- _Your task_
Exercise in exact copying. Transcribe every entry that follows, word for word.

- _Data to use_
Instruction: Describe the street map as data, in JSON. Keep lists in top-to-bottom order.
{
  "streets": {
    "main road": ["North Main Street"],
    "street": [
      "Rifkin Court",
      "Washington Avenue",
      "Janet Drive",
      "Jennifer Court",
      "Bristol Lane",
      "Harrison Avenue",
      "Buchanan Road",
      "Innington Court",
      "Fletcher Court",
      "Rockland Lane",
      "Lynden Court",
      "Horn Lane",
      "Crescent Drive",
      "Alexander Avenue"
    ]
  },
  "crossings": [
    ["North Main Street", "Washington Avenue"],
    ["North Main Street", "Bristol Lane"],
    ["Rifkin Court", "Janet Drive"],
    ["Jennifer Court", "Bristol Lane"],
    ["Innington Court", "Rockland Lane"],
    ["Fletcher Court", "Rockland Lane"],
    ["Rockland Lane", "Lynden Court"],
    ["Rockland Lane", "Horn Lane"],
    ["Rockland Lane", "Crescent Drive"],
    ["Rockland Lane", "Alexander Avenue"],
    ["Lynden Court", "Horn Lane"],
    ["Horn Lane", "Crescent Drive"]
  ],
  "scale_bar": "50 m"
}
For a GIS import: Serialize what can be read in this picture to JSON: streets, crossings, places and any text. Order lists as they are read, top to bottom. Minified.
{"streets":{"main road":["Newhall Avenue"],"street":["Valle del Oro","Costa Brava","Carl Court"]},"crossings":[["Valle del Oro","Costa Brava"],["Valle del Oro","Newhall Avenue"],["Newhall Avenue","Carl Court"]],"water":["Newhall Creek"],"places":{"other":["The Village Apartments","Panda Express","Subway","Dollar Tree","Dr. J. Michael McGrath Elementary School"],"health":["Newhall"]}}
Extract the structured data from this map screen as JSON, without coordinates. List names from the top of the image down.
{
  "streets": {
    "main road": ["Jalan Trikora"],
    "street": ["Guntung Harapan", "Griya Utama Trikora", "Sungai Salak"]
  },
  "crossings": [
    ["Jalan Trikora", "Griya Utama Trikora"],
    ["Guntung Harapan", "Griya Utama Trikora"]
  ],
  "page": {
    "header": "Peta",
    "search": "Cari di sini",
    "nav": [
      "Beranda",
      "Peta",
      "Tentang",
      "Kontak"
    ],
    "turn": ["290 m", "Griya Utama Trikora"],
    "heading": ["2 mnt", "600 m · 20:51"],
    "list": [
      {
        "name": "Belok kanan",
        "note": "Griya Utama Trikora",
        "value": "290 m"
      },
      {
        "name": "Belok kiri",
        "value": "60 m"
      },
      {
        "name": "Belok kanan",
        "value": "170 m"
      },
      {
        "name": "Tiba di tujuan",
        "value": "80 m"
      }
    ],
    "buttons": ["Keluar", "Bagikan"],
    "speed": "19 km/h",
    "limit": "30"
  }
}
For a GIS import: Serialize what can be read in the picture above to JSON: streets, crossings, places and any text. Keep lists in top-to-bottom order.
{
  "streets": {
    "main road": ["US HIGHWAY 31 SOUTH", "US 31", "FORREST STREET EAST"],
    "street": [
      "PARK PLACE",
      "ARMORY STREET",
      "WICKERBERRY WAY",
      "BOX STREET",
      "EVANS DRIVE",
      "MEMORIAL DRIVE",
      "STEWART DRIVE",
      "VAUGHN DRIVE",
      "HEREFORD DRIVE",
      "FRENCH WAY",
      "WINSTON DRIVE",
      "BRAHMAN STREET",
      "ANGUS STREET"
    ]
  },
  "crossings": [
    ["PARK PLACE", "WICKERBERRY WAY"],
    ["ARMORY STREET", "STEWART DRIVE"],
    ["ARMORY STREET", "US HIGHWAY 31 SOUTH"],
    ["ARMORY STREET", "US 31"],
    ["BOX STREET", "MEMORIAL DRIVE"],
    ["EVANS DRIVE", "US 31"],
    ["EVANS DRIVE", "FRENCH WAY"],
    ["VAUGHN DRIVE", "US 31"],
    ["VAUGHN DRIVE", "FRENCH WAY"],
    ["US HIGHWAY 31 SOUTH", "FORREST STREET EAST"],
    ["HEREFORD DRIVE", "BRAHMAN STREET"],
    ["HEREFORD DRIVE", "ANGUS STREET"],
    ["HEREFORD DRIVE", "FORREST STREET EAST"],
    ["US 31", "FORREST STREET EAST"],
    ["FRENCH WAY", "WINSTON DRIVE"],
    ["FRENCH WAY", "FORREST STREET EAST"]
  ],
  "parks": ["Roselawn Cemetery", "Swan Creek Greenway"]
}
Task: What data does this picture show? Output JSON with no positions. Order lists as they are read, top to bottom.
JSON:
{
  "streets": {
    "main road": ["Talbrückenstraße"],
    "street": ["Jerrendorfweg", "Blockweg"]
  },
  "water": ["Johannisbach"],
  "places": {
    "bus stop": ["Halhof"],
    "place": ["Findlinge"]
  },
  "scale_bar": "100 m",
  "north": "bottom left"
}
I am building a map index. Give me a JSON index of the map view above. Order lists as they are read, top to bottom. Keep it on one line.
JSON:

- _Solution for this problem_
Instruction: Describe the street map as data, in JSON. Keep lists in top-to-bottom order.
{
  "streets": {
    "main road": ["North Main Street"],
    "street": [
      "Rifkin Court",
      "Washington Avenue",
      "Janet Drive",
      "Jennifer Court",
      "Bristol Lane",
      "Harrison Avenue",
      "Buchanan Road",
      "Innington Court",
      "Fletcher Court",
      "Rockland Lane",
      "Lynden Court",
      "Horn Lane",
      "Crescent Drive",
      "Alexander Avenue"
    ]
  },
  "crossings": [
    ["North Main Street", "Washington Avenue"],
    ["North Main Street", "Bristol Lane"],
    ["Rifkin Court", "Janet Drive"],
    ["Jennifer Court", "Bristol Lane"],
    ["Innington Court", "Rockland Lane"],
    ["Fletcher Court", "Rockland Lane"],
    ["Rockland Lane", "Lynden Court"],
    ["Rockland Lane", "Horn Lane"],
    ["Rockland Lane", "Crescent Drive"],
    ["Rockland Lane", "Alexander Avenue"],
    ["Lynden Court", "Horn Lane"],
    ["Horn Lane", "Crescent Drive"]
  ],
  "scale_bar": "50 m"
}
For a GIS import: Serialize what can be read in this picture to JSON: streets, crossings, places and any text. Order lists as they are read, top to bottom. Minified.
{"streets":{"main road":["Newhall Avenue"],"street":["Valle del Oro","Costa Brava","Carl Court"]},"crossings":[["Valle del Oro","Costa Brava"],["Valle del Oro","Newhall Avenue"],["Newhall Avenue","Carl Court"]],"water":["Newhall Creek"],"places":{"other":["The Village Apartments","Panda Express","Subway","Dollar Tree","Dr. J. Michael McGrath Elementary School"],"health":["Newhall"]}}
Extract the structured data from this map screen as JSON, without coordinates. List names from the top of the image down.
{
  "streets": {
    "main road": ["Jalan Trikora"],
    "street": ["Guntung Harapan", "Griya Utama Trikora", "Sungai Salak"]
  },
  "crossings": [
    ["Jalan Trikora", "Griya Utama Trikora"],
    ["Guntung Harapan", "Griya Utama Trikora"]
  ],
  "page": {
    "header": "Peta",
    "search": "Cari di sini",
    "nav": [
      "Beranda",
      "Peta",
      "Tentang",
      "Kontak"
    ],
    "turn": ["290 m", "Griya Utama Trikora"],
    "heading": ["2 mnt", "600 m · 20:51"],
    "list": [
      {
        "name": "Belok kanan",
        "note": "Griya Utama Trikora",
        "value": "290 m"
      },
      {
        "name": "Belok kiri",
        "value": "60 m"
      },
      {
        "name": "Belok kanan",
        "value": "170 m"
      },
      {
        "name": "Tiba di tujuan",
        "value": "80 m"
      }
    ],
    "buttons": ["Keluar", "Bagikan"],
    "speed": "19 km/h",
    "limit": "30"
  }
}
For a GIS import: Serialize what can be read in the picture above to JSON: streets, crossings, places and any text. Keep lists in top-to-bottom order.
{
  "streets": {
    "main road": ["US HIGHWAY 31 SOUTH", "US 31", "FORREST STREET EAST"],
    "street": [
      "PARK PLACE",
      "ARMORY STREET",
      "WICKERBERRY WAY",
      "BOX STREET",
      "EVANS DRIVE",
      "MEMORIAL DRIVE",
      "STEWART DRIVE",
      "VAUGHN DRIVE",
      "HEREFORD DRIVE",
      "FRENCH WAY",
      "WINSTON DRIVE",
      "BRAHMAN STREET",
      "ANGUS STREET"
    ]
  },
  "crossings": [
    ["PARK PLACE", "WICKERBERRY WAY"],
    ["ARMORY STREET", "STEWART DRIVE"],
    ["ARMORY STREET", "US HIGHWAY 31 SOUTH"],
    ["ARMORY STREET", "US 31"],
    ["BOX STREET", "MEMORIAL DRIVE"],
    ["EVANS DRIVE", "US 31"],
    ["EVANS DRIVE", "FRENCH WAY"],
    ["VAUGHN DRIVE", "US 31"],
    ["VAUGHN DRIVE", "FRENCH WAY"],
    ["US HIGHWAY 31 SOUTH", "FORREST STREET EAST"],
    ["HEREFORD DRIVE", "BRAHMAN STREET"],
    ["HEREFORD DRIVE", "ANGUS STREET"],
    ["HEREFORD DRIVE", "FORREST STREET EAST"],
    ["US 31", "FORREST STREET EAST"],
    ["FRENCH WAY", "WINSTON DRIVE"],
    ["FRENCH WAY", "FORREST STREET EAST"]
  ],
  "parks": ["Roselawn Cemetery", "Swan Creek Greenway"]
}
Task: What data does this picture show? Output JSON with no positions. Order lists as they are read, top to bottom.
JSON:
{
  "streets": {
    "main road": ["Talbrückenstraße"],
    "street": ["Jerrendorfweg", "Blockweg"]
  },
  "water": ["Johannisbach"],
  "places": {
    "bus stop": ["Halhof"],
    "place": ["Findlinge"]
  },
  "scale_bar": "100 m",
  "north": "bottom left"
}
I am building a map index. Give me a JSON index of the map view above. Order lists as they are read, top to bottom. Keep it on one line.
JSON:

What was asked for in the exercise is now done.